"""

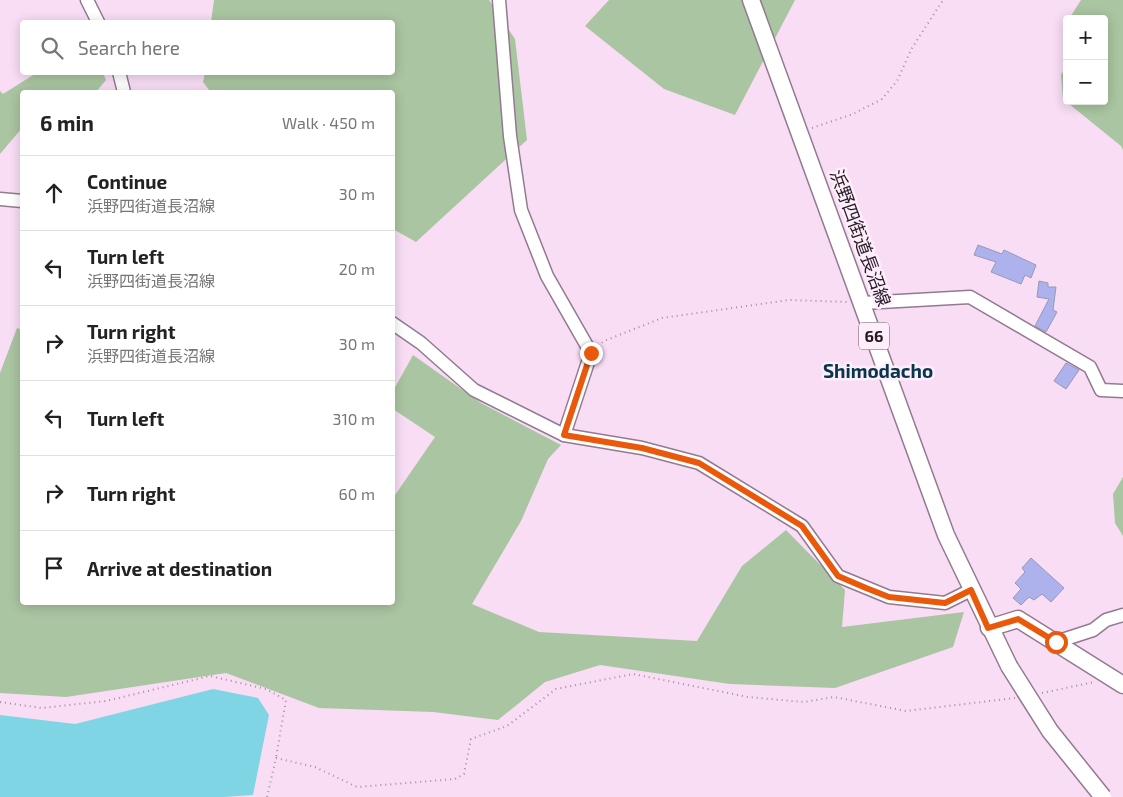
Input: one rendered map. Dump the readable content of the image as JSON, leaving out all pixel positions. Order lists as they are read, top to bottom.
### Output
{
  "streets": {
    "main road": ["浜野四街道長沼線", "66"]
  },
  "districts": ["Shimodacho"],
  "page": {
    "map_buttons": ["+", "−"],
    "search": "Search here",
    "heading": ["6 min", "Walk · 450 m"],
    "list": [
      ["Continue", "浜野四街道長沼線", "30 m"],
      ["Turn left", "浜野四街道長沼線", "20 m"],
      ["Turn right", "浜野四街道長沼線", "30 m"],
      ["Turn left", "310 m"],
      ["Turn right", "60 m"],
      "Arrive at destination"
    ]
  }
}
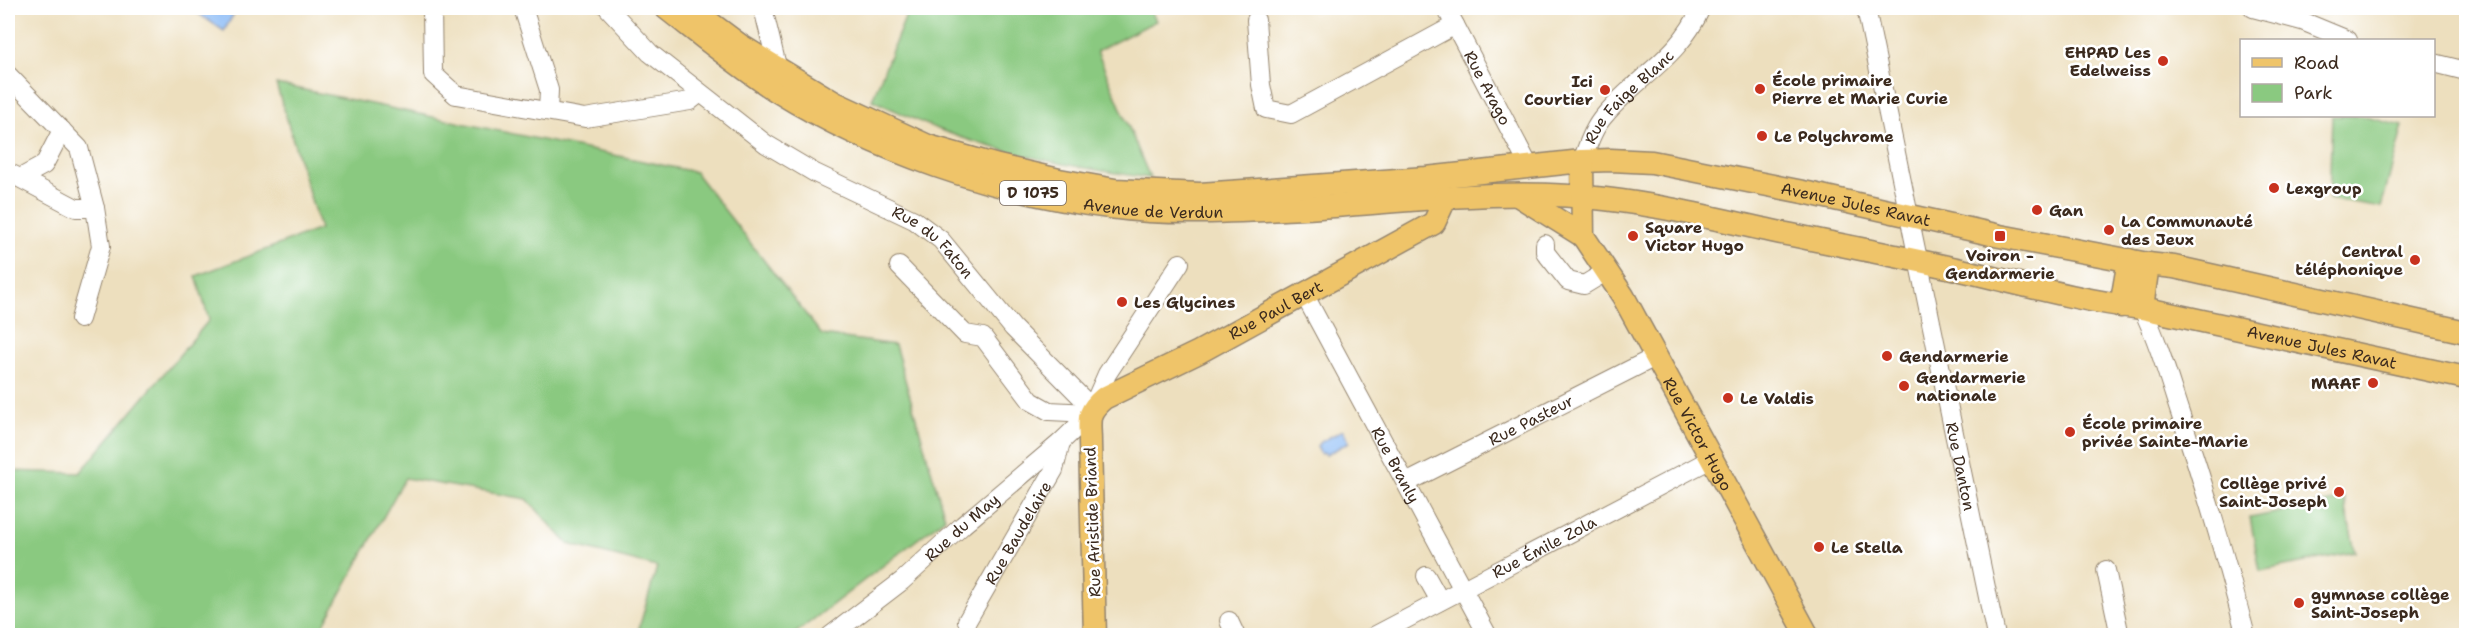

"""

→ Prompt:
Pictures stay out; the entries above are to be output exactly as given.

→ Solution to this exercise:
Input: one rendered map. Dump the readable content of the image as JSON, leaving out all pixel positions. Order lists as they are read, top to bottom.
### Output
{
  "streets": {
    "main road": ["浜野四街道長沼線", "66"]
  },
  "districts": ["Shimodacho"],
  "page": {
    "map_buttons": ["+", "−"],
    "search": "Search here",
    "heading": ["6 min", "Walk · 450 m"],
    "list": [
      ["Continue", "浜野四街道長沼線", "30 m"],
      ["Turn left", "浜野四街道長沼線", "20 m"],
      ["Turn right", "浜野四街道長沼線", "30 m"],
      ["Turn left", "310 m"],
      ["Turn right", "60 m"],
      "Arrive at destination"
    ]
  }
}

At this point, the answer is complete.